If you want to publish both Windows and UNIX applications on one Web page, you might also want to let users log on once to gain access to both servers. The easiest way to configure NFuse for one logon is to give each user one username and password for both the Windows and UNIX terminal servers.
An alternative is to share the security databases so that you don't have to create special NFuse accounts to access both application types. To share the databases, you must employ some Windows-UNIX authentication integration toolfor example, Microsoft Services for UNIX (SFU).
How Licensing Works
When you're working with both MetaFrame for Windows and MetaFrame for UNIX, licensing can become tricky. MetaFrame for Windows requires both per-seat Terminal Server Client Access Licenses (TSCALs) because it runs on Windows 2000 Server Terminal Services and per-connection MetaFrame licenses. The per-seat licenses are in addition to the CALs required to connect to any Windows server. MetaFrame for UNIX, in contrast, requires only the same per-connection MetaFrame licenses that MetaFrame for Windows uses. In fact, Windows and UNIX terminal servers running MetaFrame 1.x can share the same license pool. UNIX doesn't require any client licenses for the OS.
The Windows Terminal Services underlying MetaFrame for Windows uses a per-seat TSCAL explicitly assigned to the client machine that accesses the terminal server.
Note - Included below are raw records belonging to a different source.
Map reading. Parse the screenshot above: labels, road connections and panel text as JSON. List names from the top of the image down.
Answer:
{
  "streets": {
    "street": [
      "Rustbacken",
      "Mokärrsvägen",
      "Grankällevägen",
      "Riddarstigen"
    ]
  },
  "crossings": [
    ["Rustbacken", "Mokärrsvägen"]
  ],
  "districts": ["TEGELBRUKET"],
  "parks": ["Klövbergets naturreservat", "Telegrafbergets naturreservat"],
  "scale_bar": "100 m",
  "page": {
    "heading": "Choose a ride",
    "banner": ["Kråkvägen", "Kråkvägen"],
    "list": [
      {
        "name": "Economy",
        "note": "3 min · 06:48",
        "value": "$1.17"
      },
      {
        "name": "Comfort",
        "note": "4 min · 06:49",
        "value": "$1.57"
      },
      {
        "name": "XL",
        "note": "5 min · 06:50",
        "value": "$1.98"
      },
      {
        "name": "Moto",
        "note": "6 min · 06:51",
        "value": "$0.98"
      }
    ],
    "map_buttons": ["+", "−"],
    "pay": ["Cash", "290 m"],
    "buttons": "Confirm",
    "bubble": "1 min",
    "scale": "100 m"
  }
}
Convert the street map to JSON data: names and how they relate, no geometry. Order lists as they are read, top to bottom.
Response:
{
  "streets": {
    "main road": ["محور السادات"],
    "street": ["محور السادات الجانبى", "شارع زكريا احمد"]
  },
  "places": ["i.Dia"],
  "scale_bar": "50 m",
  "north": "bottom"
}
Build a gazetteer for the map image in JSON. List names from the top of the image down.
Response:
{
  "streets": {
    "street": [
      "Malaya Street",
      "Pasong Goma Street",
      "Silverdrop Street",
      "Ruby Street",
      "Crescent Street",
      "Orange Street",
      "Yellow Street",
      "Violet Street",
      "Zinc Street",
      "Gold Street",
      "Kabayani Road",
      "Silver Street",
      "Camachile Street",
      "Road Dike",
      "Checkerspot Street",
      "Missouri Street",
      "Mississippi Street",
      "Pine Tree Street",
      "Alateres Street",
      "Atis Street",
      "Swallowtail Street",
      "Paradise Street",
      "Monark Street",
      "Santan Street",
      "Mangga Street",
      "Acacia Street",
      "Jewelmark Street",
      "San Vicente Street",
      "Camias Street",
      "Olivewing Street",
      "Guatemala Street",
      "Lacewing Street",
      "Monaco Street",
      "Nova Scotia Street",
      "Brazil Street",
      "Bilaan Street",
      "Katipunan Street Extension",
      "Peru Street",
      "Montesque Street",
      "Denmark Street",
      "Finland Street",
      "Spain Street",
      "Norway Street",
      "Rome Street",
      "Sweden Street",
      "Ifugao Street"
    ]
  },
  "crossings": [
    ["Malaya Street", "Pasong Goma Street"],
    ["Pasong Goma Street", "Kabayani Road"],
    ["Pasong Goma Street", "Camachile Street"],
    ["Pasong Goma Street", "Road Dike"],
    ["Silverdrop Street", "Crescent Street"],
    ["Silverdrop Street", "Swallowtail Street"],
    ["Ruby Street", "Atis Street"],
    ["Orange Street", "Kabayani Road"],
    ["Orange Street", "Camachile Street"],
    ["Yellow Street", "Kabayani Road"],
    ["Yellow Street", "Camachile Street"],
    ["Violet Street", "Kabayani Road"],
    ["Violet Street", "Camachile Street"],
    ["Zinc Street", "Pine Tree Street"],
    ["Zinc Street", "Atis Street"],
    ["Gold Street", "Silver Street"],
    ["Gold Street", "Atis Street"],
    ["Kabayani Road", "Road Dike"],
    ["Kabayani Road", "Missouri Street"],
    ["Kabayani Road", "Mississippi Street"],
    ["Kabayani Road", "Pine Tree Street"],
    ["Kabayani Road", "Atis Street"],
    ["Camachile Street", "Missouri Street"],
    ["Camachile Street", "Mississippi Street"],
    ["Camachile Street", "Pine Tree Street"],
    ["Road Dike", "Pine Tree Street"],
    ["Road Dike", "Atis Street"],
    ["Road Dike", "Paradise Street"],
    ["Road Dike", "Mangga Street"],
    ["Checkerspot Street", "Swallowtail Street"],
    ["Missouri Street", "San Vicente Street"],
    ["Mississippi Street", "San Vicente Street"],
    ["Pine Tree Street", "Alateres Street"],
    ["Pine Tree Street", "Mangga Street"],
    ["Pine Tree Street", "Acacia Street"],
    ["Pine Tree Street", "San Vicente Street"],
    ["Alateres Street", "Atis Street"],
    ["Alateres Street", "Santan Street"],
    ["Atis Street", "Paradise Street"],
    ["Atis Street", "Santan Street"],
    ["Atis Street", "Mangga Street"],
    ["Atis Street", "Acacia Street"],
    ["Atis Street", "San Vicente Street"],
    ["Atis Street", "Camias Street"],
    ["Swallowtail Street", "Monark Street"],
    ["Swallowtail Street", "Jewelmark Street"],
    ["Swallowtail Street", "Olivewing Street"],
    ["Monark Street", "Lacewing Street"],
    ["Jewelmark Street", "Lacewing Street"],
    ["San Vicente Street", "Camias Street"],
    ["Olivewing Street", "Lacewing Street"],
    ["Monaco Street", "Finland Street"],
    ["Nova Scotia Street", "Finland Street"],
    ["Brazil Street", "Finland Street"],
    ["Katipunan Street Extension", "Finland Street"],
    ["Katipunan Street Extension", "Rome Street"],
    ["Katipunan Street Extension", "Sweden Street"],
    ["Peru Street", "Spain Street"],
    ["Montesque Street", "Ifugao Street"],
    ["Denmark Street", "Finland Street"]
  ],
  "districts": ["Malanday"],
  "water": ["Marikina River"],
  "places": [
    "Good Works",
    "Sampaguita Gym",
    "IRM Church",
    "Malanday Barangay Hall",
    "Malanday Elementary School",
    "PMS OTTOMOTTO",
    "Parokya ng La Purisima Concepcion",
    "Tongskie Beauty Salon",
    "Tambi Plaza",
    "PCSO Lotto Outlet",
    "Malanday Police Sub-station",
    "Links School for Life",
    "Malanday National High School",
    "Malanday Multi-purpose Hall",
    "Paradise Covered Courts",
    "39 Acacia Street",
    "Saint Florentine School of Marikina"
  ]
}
Therefore, you must configure published Windows applications to permit access to only the people who need the applications. Otherwise, you'll lose TSCALs to anyone who idly clicks the application links.
Some old UNIX hands are apt to scoff at MetaFrame for UNIX as a way to make UNIX do something that it does already, but adding ICA support to UNIX lets it do things that aren't possible with the X protocol. ICA support lets you enjoy low-bandwidth access to graphics-intensive UNIX applications, deliver UNIX applications to platforms that don't support X natively, provide one interface for UNIX and Windows applications (with optional access from a Web interface), use Session Shadowing, and disconnect and reconnect to desktop sessions or published applications at will. In short, ICA and X are different protocols with different applications. ICA gives you true interoperability, making Windows and UNIX applications available to any user with an ICA client. Using ICA with Windows and UNIX lets you run your applications where they belong, instead of trying to retrofit them for platforms for which they're not designed.